> [TASK] For this exercise, write out each entry below exactly, omitting the images.

(RECORDS TO USE begins)

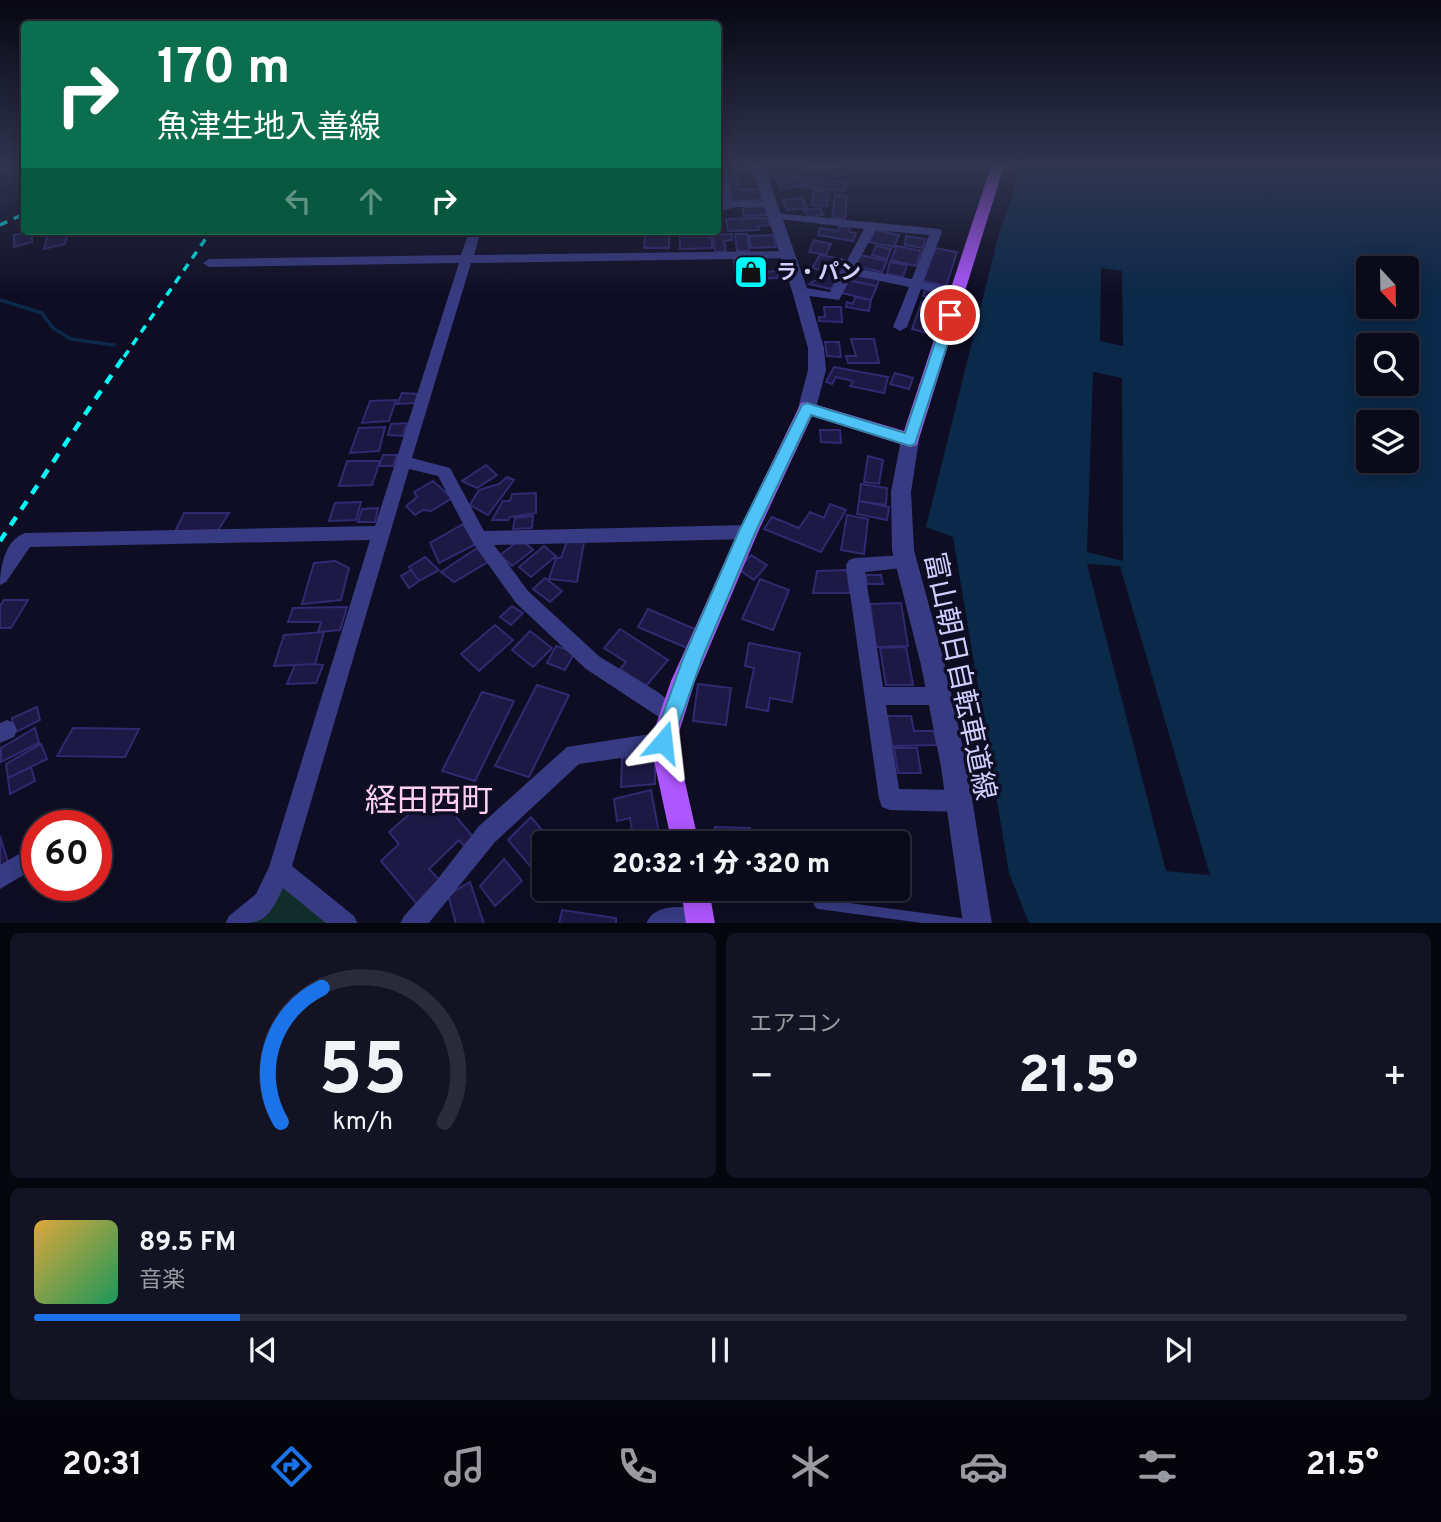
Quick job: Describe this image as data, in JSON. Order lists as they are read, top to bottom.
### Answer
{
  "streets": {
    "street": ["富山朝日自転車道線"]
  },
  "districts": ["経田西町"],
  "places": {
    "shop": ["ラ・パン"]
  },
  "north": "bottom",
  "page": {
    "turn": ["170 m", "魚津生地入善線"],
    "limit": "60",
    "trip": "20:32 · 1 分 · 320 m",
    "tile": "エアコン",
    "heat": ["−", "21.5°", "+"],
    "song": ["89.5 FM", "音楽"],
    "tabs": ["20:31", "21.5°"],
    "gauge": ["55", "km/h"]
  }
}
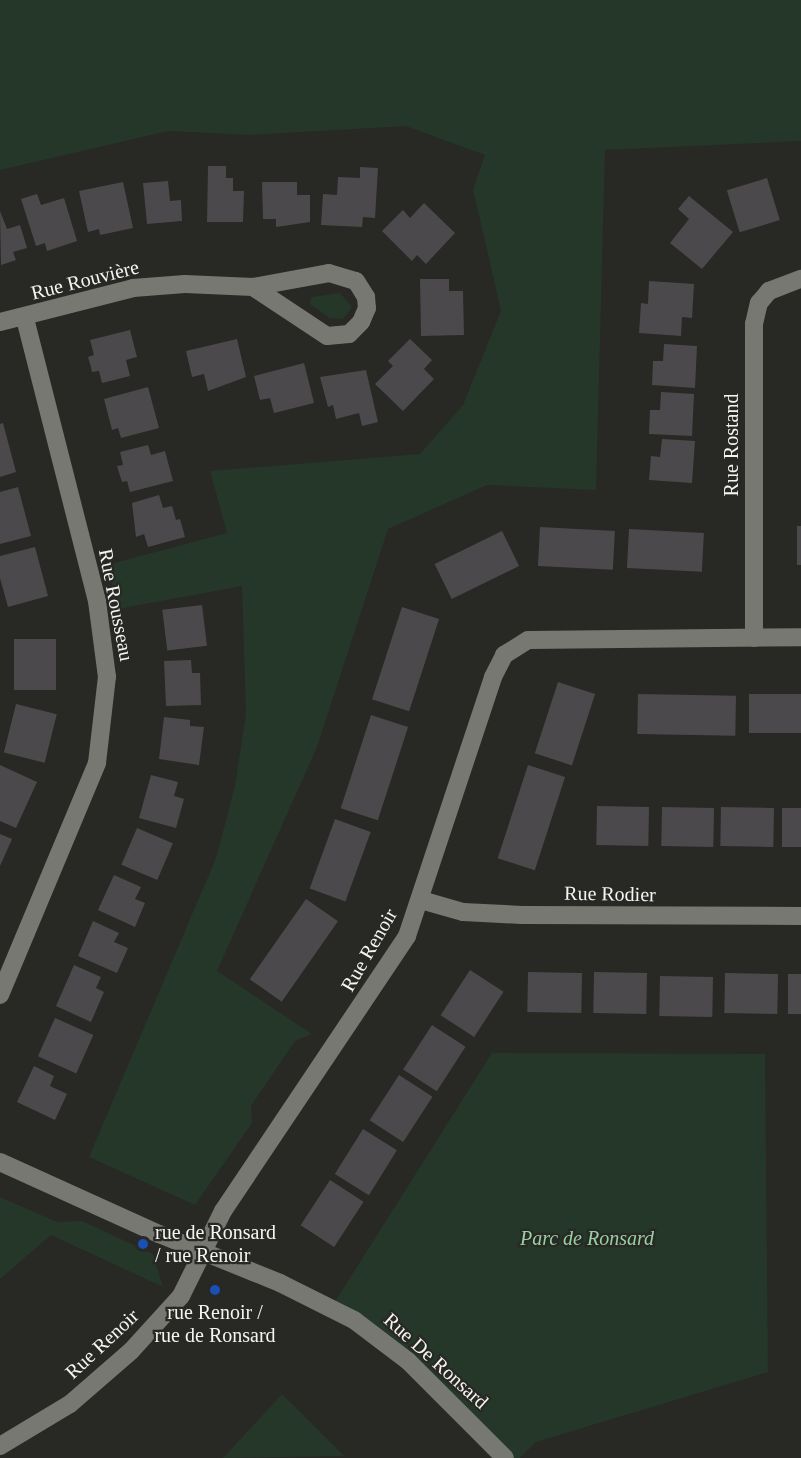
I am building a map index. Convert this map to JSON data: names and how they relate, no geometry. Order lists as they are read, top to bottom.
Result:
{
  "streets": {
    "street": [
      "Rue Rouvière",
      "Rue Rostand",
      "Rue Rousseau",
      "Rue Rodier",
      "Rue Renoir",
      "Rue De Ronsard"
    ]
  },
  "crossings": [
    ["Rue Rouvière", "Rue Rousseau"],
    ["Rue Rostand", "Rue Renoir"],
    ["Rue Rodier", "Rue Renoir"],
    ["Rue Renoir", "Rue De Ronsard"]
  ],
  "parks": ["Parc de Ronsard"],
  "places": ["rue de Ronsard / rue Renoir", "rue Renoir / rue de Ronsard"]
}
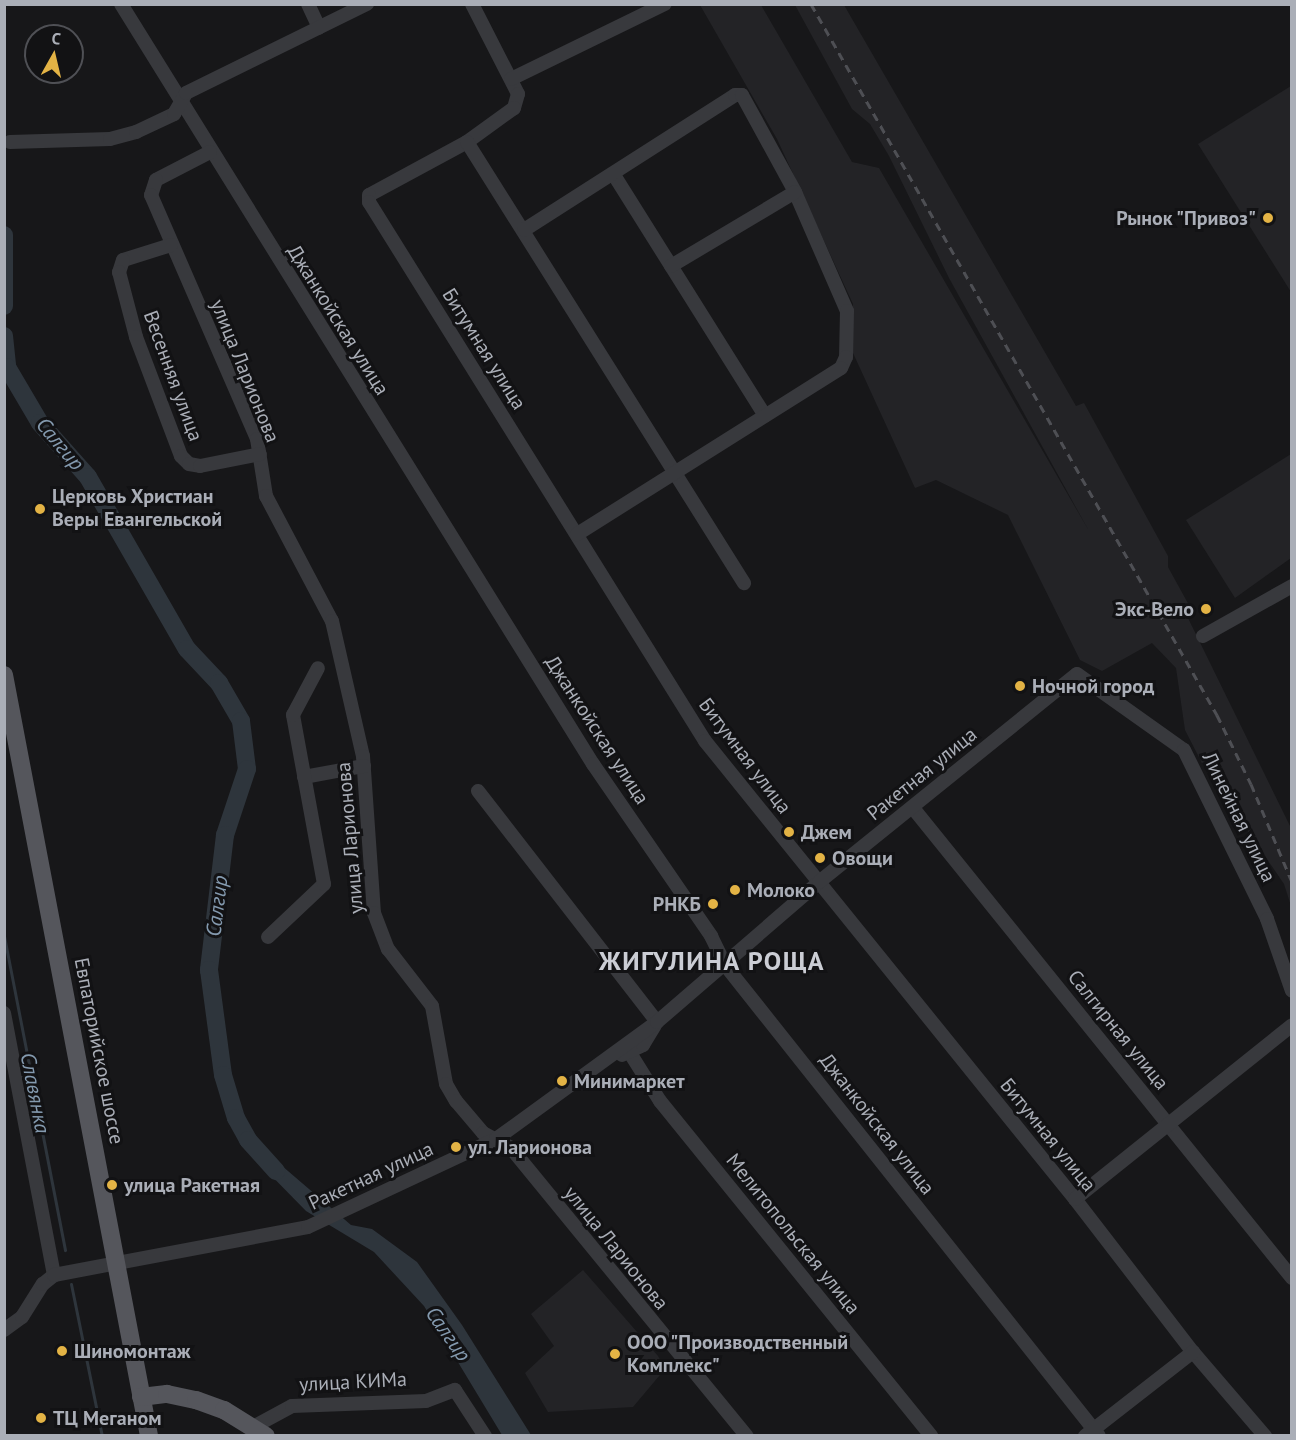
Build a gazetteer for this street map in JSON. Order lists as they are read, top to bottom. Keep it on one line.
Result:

(RECORDS TO USE ends)

> [ANSWER TO THE PROBLEM]
Quick job: Describe this image as data, in JSON. Order lists as they are read, top to bottom.
### Answer
{
  "streets": {
    "street": ["富山朝日自転車道線"]
  },
  "districts": ["経田西町"],
  "places": {
    "shop": ["ラ・パン"]
  },
  "north": "bottom",
  "page": {
    "turn": ["170 m", "魚津生地入善線"],
    "limit": "60",
    "trip": "20:32 · 1 分 · 320 m",
    "tile": "エアコン",
    "heat": ["−", "21.5°", "+"],
    "song": ["89.5 FM", "音楽"],
    "tabs": ["20:31", "21.5°"],
    "gauge": ["55", "km/h"]
  }
}
I am building a map index. Convert this map to JSON data: names and how they relate, no geometry. Order lists as they are read, top to bottom.
Result:
{
  "streets": {
    "street": [
      "Rue Rouvière",
      "Rue Rostand",
      "Rue Rousseau",
      "Rue Rodier",
      "Rue Renoir",
      "Rue De Ronsard"
    ]
  },
  "crossings": [
    ["Rue Rouvière", "Rue Rousseau"],
    ["Rue Rostand", "Rue Renoir"],
    ["Rue Rodier", "Rue Renoir"],
    ["Rue Renoir", "Rue De Ronsard"]
  ],
  "parks": ["Parc de Ronsard"],
  "places": ["rue de Ronsard / rue Renoir", "rue Renoir / rue de Ronsard"]
}
Build a gazetteer for this street map in JSON. Order lists as they are read, top to bottom. Keep it on one line.
Result:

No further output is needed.